PROBLEM DESCRIPTION —
Say only how many lines in the entries below contain the word "names".

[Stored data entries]
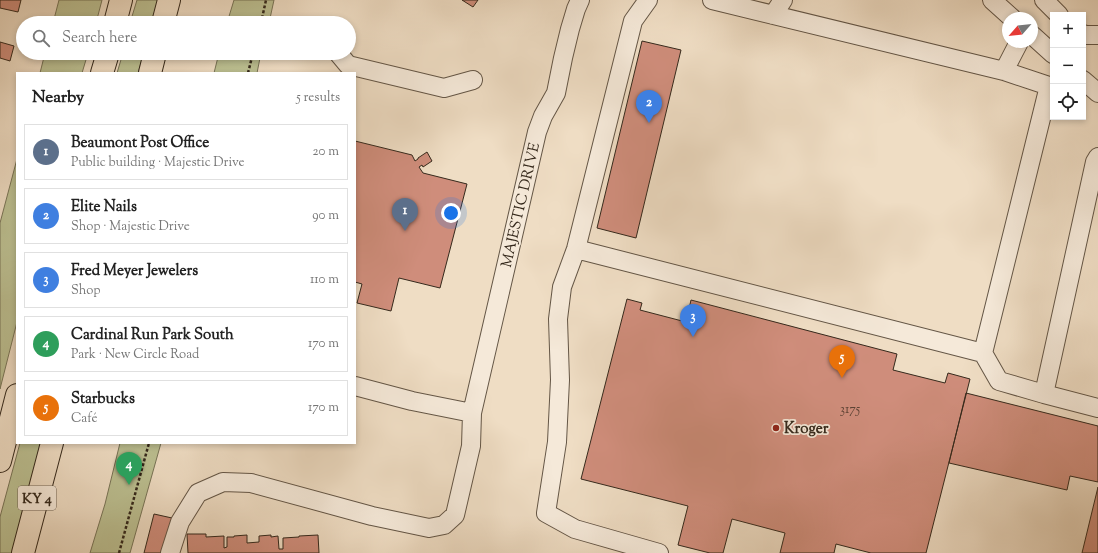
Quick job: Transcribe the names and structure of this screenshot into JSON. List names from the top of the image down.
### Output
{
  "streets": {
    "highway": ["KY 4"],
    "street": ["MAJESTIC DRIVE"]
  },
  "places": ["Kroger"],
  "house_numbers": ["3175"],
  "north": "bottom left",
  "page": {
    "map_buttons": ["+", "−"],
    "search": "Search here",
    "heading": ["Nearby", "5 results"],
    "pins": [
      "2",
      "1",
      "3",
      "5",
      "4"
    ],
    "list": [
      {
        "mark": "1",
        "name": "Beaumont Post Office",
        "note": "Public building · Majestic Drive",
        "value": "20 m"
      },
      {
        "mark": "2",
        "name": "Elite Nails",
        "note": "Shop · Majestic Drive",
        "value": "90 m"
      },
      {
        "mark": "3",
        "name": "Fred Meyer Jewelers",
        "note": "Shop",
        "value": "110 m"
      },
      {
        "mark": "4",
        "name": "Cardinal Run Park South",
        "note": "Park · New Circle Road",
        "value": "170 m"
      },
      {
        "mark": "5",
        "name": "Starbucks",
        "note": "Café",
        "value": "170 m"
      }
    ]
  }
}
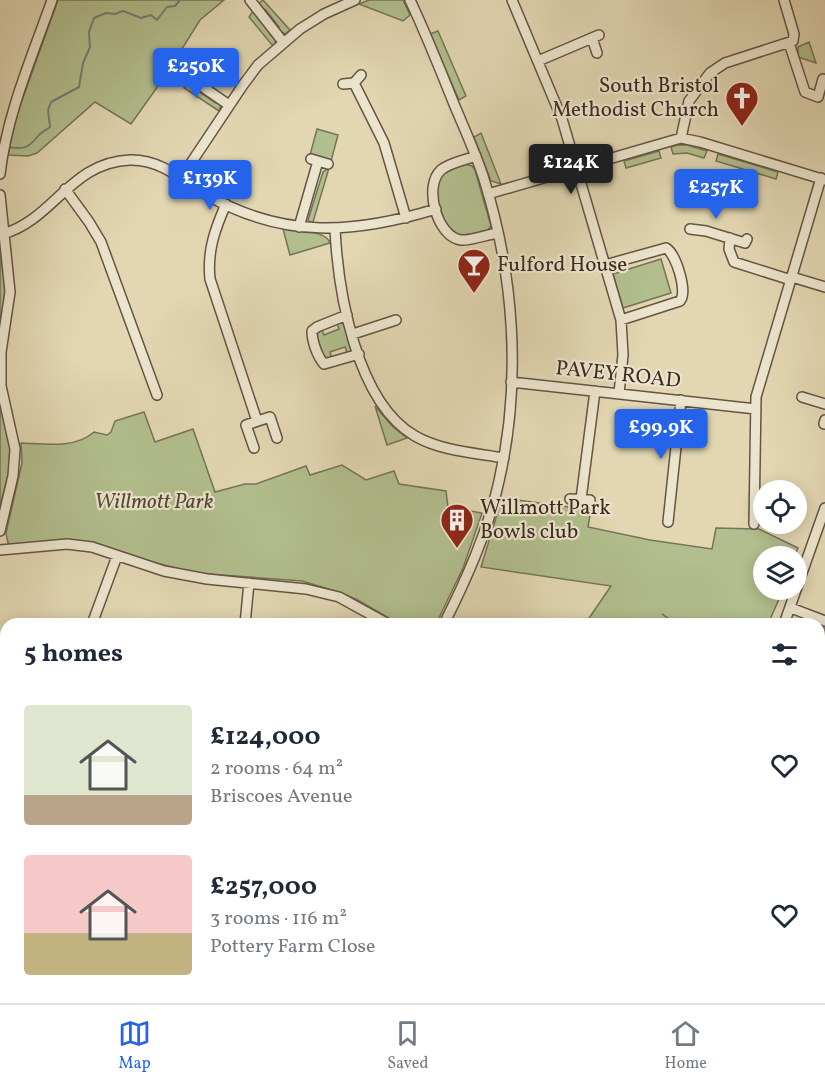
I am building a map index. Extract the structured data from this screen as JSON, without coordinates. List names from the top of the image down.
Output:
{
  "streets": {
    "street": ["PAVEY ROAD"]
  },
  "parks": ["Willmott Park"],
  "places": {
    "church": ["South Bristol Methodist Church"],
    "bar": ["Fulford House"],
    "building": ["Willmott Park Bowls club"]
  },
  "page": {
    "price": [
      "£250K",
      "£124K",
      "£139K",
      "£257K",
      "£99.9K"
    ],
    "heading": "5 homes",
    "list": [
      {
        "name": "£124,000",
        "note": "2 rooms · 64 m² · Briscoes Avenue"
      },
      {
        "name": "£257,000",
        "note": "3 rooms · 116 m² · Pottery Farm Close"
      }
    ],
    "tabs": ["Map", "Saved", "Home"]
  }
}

ANSWER SPACE —
2